Dear Department of Art Community,

We want to acknowledge how incredibly horrific and difficult this past week has been and to extend our support to all of you. The appalling violence that pro-Palestine student protestors experienced on Tuesday night from outside groups was outrageous and shameful. Video footage shows students, staff and faculty at the encampment assaulted with pepper spray, fireworks, metal barricades, plywood planks, pipes and bottles while campus police and LAPD stood by and did little to intervene in the attacks. The next day, campus leadership’s response was to call law enforcement in to forcibly destroy the encampment and arrest peaceful student protestors under the guise of campus safety. Students being shot with rubber bullets, trampled underfoot, and hit with police batons before being arrested is the opposite of campus safety. We are aware that many in our community witnessed and experienced this firsthand and we hope that impacted members of our community are finding ways to take care of and support themselves and each other.

The Department of Art condemns the violence that has occurred on our campus.

We ask for the following:

  • That the university refrain from taking any academic actions against peaceful protestors, such as suspensions and expulsions and retribution against employees.
  • Dropping of all UC legal charges against peacefully involved students, staff, and faculty.
  • Advocacy on the part of the university (including paid legal representation) in support of the students facing any other non-UC legal charges related to the events of April 30th-May 2nd.
  • University payment of all medical bills of students, staff, or faculty hurt during these events.
  • A vote of no-confidence of Chancellor Gene Block from the UCLA Academic Senate.

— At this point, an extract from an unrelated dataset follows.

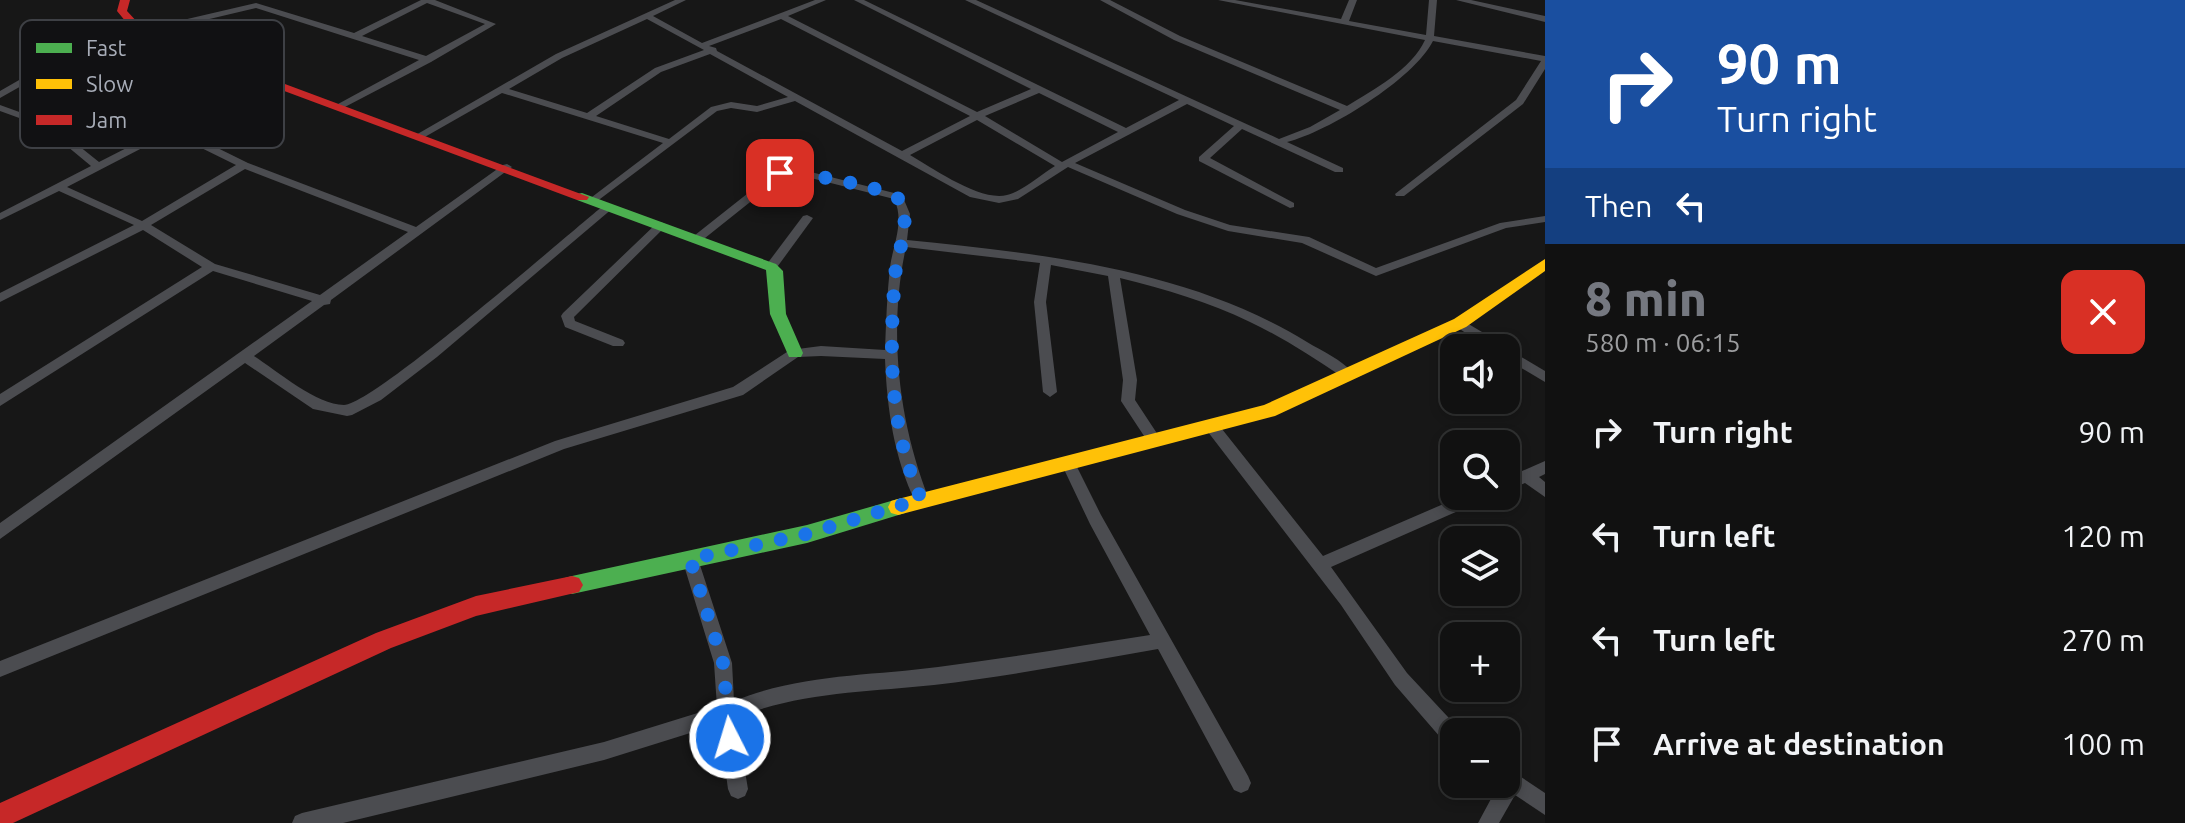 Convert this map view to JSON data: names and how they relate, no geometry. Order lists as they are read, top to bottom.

Allowing mobs to harass our UCLA community on April 30th, and calling for law enforcement to arrest peaceful students, staff, and faculty protestors on May 1st, make it clear that Gene Block is unfit to continue as Chancellor.
  • A serious commitment on the part of the university to meet the demands of protesters on the matter of disclosure and broad divestment from military weapons production companies and systems (beginning with a committee made up of students, faculty, and staff, as several other universities, such as University of California Riverside, Rutgers, Northwestern, Brown, and Evergreen State College, have agreed to form).
  • A promise that the search process to hire a new Chancellor will directly address the issues raised by these incidents (to determine a candidate’s commitment to free expression, to the protection of our students, and to the values of the university community).
  • That the university respect the campus community’s right to protest peacefully, the right to assemble, and the right to free speech including the right for the continuing existence of the encampment.

  • We remain committed to the safety and well-being of our community as well as to the upholding of our shared values of freedom of speech and freedom of assembly. The university is, and must remain, a space for robust discussion and respectful debate.

    No matter where you stand on these issues and events, you are a valued member of our Art community.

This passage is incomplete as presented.